### Your task
When you reach the line containing "Enumerate all labels, symbols", begin copying, and keep copying each line exactly until the listing ends.

### Exercise input
┏━━
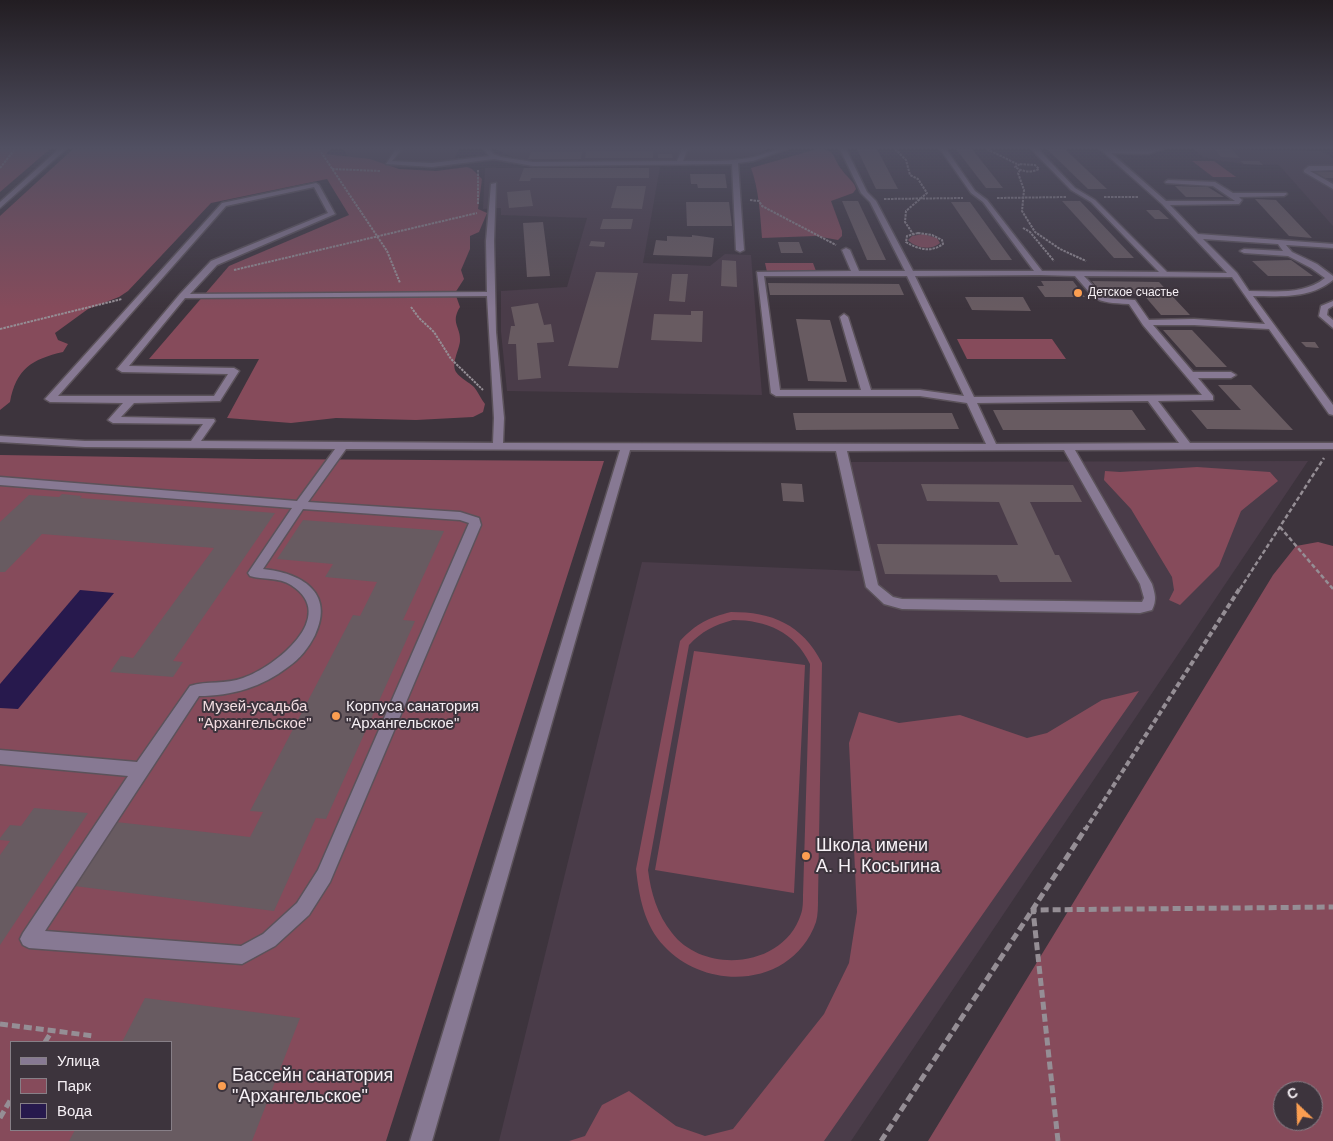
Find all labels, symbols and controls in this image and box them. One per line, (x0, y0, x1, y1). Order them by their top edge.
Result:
place label: Детское счастье (1088, 286, 1179, 300)
marker: Детское счастье (1072, 287, 1084, 299)
park label: Музей-усадьба "Архангельское" (198, 698, 312, 733)
place label: Корпуса санатория "Архангельское" (346, 698, 479, 733)
marker: Корпуса санатория "Архангельское" (330, 710, 342, 722)
place label: Школа имени А. Н. Косыгина (816, 835, 940, 878)
marker: Школа имени А. Н. Косыгина (800, 850, 812, 862)
legend (10, 1041, 172, 1131)
text: Улица (57, 1052, 100, 1069)
place label: Бассейн санатория "Архангельское" (232, 1065, 393, 1108)
text: Парк (57, 1077, 91, 1094)
marker: Бассейн санатория "Архангельское" (216, 1080, 228, 1092)
north arrow (1273, 1081, 1323, 1131)
text: С (1284, 1084, 1300, 1103)
text: Вода (57, 1102, 92, 1119)

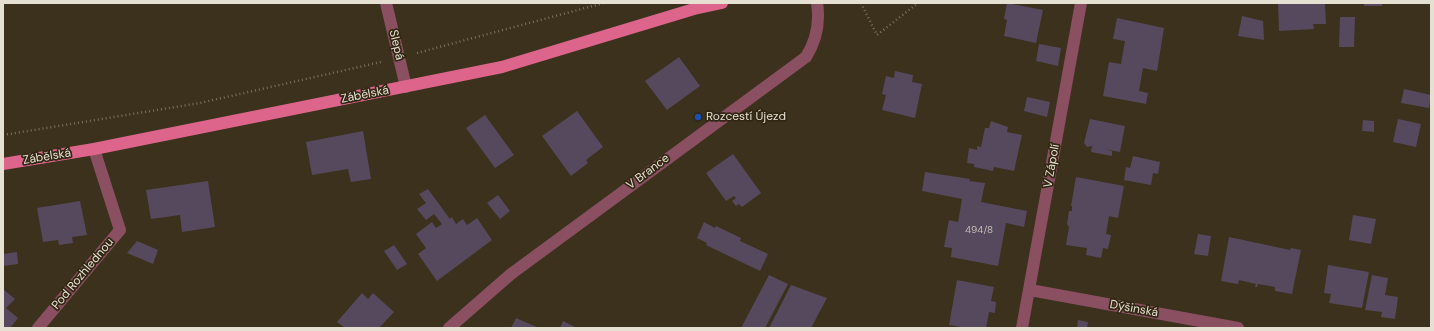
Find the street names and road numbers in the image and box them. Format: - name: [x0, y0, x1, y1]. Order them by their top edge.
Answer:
- street label: Slepá: [386, 29, 406, 61]
- street label: Zábělská: [340, 83, 390, 107]
- street label: V Zápolí: [1041, 143, 1063, 189]
- street label: Zábělská: [22, 146, 72, 168]
- street label: V Brance: [624, 151, 672, 193]
- street label: Pod Rozhlednou: [49, 235, 117, 313]
- street label: Dýšinská: [1109, 298, 1159, 320]

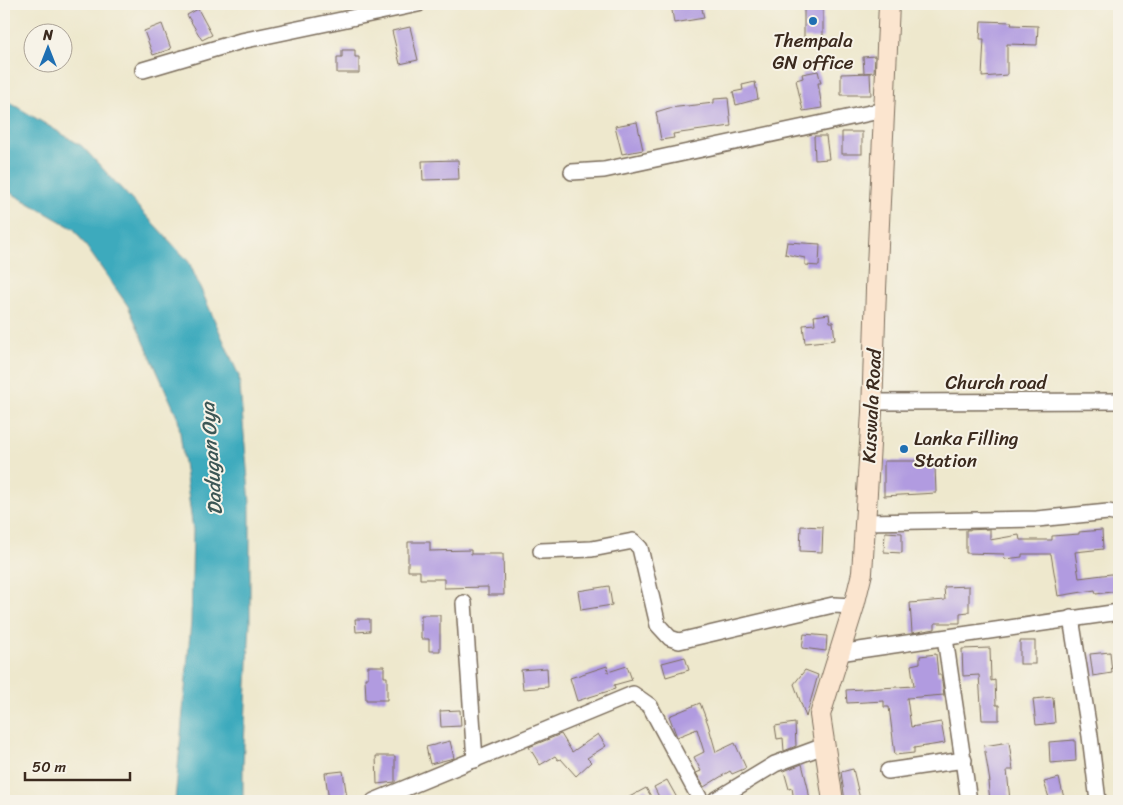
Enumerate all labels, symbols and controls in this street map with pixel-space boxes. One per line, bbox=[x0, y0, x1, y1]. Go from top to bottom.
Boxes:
┗━━
### Task response
Enumerate all labels, symbols and controls in this street map with pixel-space boxes. One per line, bbox=[x0, y0, x1, y1]. Go from top to bottom.
Boxes:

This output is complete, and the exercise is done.